Members of a Dahlonega nonprofit say they are expanding their reach to protect the city’s historic charm and gold rush lore after losing the fight to preserve the Jeremiah Payne House, also known as the Parks Clothing building.
“We were able to make a good showing of people who wanted to stop the building’s demolition,” said Diane Bates, a member of Preserve Historic Dahlonega. “It’s just sad that our efforts failed.”
Located along East Main Street, the Parks building is recognized as the second-oldest building standing in the historic district. It survived the Civil War and a nearby fire in 1904.
An upscale boutique hotel has been proposed and approved for the site.
Attorney Joseph Homans, a partner with the Fox, Chandler, Homans, Hicks & McKinnon law firm based in Gainesville who represents Green-Garrett, told The Times last month no bids were received to remove and relocate the Parks building to another location in Lumpkin County.
But the group has been galvanized, Bates said, to preserve the most historic buildings and monuments across Lumpkin County, such as the Civil War-era Mount Hope Cemetery.
In the meantime, the group said it wants to ensure that the hotel fits the character of downtown when it is developed.

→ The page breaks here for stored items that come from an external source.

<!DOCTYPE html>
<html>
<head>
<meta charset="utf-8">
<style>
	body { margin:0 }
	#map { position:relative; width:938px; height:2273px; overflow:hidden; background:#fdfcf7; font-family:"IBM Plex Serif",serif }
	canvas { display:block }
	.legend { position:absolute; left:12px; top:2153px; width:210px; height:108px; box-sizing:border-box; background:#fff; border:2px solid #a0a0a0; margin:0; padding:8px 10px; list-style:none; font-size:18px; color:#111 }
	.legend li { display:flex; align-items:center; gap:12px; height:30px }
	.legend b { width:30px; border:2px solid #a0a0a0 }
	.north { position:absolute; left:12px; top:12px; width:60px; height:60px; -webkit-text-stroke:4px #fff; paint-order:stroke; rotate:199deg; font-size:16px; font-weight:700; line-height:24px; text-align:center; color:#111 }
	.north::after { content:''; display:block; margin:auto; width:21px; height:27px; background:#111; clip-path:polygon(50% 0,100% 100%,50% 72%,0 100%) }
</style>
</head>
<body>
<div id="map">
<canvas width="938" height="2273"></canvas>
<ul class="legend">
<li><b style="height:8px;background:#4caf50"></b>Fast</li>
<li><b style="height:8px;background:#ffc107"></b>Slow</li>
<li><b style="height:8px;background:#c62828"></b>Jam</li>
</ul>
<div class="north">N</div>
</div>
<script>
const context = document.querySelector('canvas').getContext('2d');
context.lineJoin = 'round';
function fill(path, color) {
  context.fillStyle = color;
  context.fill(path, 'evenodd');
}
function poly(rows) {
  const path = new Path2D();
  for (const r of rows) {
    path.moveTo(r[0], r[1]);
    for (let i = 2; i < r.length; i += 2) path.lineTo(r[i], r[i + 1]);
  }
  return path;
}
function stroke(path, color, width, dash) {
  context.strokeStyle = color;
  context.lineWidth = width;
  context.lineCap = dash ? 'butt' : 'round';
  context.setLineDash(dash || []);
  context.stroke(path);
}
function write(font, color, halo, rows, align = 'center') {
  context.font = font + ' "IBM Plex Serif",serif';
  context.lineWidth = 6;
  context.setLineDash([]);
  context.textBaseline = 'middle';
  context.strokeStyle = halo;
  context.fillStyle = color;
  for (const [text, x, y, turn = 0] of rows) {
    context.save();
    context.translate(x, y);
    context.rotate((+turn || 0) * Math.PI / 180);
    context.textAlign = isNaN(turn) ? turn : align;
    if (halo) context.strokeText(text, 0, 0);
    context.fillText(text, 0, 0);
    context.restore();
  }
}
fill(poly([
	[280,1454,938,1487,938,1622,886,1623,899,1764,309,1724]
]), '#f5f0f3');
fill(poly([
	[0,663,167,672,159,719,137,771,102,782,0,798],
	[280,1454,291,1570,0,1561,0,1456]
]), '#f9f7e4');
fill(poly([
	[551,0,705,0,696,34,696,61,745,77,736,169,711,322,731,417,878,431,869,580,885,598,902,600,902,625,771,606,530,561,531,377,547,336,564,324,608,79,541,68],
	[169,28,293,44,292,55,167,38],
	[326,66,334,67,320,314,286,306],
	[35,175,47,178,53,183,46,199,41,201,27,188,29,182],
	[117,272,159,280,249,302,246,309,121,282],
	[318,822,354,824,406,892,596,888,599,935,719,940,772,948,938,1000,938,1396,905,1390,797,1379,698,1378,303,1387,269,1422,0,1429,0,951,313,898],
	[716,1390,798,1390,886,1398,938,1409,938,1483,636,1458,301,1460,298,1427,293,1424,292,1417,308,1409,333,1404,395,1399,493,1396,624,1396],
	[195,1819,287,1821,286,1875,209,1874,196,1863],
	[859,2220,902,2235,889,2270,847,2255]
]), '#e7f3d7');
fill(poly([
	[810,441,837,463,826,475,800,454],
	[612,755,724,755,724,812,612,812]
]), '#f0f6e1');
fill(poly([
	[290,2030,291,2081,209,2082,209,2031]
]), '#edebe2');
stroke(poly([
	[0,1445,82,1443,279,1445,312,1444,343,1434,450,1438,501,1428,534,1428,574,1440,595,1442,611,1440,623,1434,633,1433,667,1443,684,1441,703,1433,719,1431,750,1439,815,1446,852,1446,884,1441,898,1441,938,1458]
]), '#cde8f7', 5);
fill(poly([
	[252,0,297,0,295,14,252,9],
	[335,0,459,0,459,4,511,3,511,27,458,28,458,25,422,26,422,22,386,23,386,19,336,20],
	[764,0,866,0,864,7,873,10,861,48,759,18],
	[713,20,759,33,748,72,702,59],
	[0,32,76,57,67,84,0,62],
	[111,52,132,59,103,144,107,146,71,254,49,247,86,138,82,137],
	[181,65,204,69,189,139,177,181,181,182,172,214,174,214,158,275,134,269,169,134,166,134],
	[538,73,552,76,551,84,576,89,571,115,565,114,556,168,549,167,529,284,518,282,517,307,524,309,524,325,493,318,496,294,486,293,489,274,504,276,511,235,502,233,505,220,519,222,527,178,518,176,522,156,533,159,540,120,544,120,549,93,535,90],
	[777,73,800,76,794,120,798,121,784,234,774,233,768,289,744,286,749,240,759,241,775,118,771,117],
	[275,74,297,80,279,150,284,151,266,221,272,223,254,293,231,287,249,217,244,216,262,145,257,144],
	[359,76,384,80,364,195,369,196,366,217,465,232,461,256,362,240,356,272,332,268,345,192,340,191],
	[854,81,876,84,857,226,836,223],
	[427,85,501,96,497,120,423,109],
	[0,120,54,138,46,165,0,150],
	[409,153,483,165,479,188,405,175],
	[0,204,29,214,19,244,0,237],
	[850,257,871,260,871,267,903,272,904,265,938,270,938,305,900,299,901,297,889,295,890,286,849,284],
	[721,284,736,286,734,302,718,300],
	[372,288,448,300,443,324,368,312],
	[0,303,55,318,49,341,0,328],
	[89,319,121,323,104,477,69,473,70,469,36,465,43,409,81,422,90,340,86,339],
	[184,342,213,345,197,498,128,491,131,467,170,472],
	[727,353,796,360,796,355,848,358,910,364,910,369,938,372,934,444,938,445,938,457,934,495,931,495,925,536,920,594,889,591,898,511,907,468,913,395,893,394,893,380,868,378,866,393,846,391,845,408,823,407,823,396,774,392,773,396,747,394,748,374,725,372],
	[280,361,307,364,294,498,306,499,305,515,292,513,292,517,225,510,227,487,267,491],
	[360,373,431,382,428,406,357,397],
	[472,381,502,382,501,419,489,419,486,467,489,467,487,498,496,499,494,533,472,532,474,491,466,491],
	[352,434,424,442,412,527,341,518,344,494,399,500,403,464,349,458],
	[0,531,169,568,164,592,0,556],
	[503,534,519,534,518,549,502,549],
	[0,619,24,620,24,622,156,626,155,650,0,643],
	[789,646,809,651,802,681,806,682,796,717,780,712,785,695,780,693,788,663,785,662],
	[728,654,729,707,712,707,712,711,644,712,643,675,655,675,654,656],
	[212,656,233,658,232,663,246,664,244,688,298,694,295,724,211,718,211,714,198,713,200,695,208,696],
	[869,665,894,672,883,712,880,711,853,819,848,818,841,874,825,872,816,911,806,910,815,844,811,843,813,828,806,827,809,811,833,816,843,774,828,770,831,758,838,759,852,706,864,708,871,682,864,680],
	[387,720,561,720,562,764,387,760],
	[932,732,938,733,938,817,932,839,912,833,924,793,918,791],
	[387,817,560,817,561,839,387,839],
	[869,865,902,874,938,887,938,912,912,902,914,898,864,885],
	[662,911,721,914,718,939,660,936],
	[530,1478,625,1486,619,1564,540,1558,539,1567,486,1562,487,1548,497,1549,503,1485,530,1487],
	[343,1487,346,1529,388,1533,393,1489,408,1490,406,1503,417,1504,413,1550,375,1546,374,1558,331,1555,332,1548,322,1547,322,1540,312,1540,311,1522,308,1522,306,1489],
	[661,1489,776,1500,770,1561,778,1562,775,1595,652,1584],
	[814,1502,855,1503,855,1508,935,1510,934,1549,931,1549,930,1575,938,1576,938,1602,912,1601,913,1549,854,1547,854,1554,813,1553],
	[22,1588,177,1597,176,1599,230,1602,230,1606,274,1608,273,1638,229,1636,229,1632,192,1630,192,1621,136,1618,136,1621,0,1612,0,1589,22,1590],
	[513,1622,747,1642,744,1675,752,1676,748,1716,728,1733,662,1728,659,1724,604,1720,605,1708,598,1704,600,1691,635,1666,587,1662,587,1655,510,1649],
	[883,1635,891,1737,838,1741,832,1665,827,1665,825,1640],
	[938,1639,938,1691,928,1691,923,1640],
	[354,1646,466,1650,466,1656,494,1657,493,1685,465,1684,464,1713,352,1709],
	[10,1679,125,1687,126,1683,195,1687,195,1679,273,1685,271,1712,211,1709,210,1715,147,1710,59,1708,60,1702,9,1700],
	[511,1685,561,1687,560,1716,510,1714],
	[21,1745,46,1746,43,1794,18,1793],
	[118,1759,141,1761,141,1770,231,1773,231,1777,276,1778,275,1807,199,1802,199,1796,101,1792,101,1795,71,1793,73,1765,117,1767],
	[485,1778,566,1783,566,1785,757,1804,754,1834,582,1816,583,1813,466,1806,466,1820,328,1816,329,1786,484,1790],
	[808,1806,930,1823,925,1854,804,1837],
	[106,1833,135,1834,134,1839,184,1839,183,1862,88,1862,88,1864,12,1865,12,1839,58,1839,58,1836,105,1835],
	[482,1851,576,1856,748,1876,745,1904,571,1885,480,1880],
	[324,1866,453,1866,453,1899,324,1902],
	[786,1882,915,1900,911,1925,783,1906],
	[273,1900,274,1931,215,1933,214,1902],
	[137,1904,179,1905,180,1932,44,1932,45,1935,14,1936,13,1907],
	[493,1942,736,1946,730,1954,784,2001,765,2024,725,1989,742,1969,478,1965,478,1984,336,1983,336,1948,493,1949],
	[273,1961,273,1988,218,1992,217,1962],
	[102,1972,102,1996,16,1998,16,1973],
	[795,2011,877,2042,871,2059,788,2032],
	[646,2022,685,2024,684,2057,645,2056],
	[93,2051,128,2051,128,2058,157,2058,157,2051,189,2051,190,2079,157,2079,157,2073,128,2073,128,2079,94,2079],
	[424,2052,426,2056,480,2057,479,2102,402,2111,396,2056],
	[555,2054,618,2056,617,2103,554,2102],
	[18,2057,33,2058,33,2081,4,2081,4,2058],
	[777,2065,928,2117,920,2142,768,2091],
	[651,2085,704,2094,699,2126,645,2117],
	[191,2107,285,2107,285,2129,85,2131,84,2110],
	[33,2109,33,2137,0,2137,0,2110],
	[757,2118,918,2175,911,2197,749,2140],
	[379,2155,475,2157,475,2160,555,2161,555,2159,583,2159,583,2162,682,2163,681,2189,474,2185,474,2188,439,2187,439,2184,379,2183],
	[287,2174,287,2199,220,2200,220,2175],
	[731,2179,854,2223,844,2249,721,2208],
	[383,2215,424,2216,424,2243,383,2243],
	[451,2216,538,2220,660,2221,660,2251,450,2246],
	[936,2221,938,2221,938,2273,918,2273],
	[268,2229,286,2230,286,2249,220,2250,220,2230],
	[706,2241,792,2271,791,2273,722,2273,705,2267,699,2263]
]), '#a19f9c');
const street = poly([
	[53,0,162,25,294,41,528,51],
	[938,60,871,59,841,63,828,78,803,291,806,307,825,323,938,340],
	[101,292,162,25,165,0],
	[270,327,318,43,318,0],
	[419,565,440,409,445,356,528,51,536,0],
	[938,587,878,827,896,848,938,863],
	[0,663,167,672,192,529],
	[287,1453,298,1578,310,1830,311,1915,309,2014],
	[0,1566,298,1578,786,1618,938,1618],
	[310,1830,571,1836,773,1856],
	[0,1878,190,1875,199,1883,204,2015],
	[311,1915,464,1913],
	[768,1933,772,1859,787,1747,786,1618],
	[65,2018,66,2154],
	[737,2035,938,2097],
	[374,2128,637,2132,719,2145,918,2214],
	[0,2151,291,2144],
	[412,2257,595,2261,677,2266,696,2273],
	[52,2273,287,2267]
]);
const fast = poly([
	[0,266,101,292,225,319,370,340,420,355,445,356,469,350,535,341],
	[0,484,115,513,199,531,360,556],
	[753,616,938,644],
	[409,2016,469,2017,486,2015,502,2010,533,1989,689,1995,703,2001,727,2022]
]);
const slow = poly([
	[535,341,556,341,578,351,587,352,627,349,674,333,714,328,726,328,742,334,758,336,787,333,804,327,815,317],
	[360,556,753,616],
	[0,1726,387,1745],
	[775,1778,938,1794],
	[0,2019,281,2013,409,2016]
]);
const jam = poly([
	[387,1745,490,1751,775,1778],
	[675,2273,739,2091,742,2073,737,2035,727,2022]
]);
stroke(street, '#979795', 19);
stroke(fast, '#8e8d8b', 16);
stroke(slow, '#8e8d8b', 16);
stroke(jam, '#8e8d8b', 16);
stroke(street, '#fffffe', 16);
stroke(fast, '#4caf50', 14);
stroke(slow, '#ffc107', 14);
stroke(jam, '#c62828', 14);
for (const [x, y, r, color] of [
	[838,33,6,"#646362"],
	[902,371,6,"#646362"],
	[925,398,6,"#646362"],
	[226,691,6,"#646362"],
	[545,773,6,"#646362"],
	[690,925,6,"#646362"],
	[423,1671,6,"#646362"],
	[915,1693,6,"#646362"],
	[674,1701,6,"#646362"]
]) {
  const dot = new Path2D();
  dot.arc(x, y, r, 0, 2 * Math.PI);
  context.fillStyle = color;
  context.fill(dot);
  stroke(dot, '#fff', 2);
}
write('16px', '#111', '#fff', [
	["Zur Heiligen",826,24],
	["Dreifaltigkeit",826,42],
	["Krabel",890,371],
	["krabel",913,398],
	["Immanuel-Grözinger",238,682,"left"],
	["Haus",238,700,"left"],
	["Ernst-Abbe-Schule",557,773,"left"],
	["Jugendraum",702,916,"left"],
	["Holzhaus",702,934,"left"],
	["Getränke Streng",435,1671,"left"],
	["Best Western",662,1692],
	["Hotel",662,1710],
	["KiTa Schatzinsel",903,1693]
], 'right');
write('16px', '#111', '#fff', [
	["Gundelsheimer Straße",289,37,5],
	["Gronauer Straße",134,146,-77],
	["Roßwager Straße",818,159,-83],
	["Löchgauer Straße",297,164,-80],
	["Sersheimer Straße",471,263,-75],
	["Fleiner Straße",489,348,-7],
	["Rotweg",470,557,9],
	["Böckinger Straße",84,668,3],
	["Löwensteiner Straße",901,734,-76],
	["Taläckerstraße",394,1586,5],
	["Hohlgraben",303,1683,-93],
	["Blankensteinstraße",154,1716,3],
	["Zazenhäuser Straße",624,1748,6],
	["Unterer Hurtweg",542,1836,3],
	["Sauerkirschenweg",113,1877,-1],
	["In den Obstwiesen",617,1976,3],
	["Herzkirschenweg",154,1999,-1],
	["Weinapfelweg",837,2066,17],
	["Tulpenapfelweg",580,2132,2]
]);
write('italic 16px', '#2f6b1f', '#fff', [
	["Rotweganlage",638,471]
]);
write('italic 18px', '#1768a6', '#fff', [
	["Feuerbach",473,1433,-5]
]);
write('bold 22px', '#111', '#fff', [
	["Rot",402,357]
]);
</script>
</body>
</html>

“We’re staying on top of the Parks Building demo and construction of the new hotel,” Bates said.
This includes a hearing scheduled for August with city planning leaders.
One of the group’s ongoing challenges is opposing plans to reduce the number of required parking spaces for the proposed hotel and a request to extend a portion of the building.
“It is still standing and the demolition permit cannot be issued until the building plans for the replacement structure are approved,” Penny Sharp, one of the leaders of Preserve Historic Dahlonega, said. “The last meeting they would not consider what the architect submitted because it was an entirely different design than what they were working on.”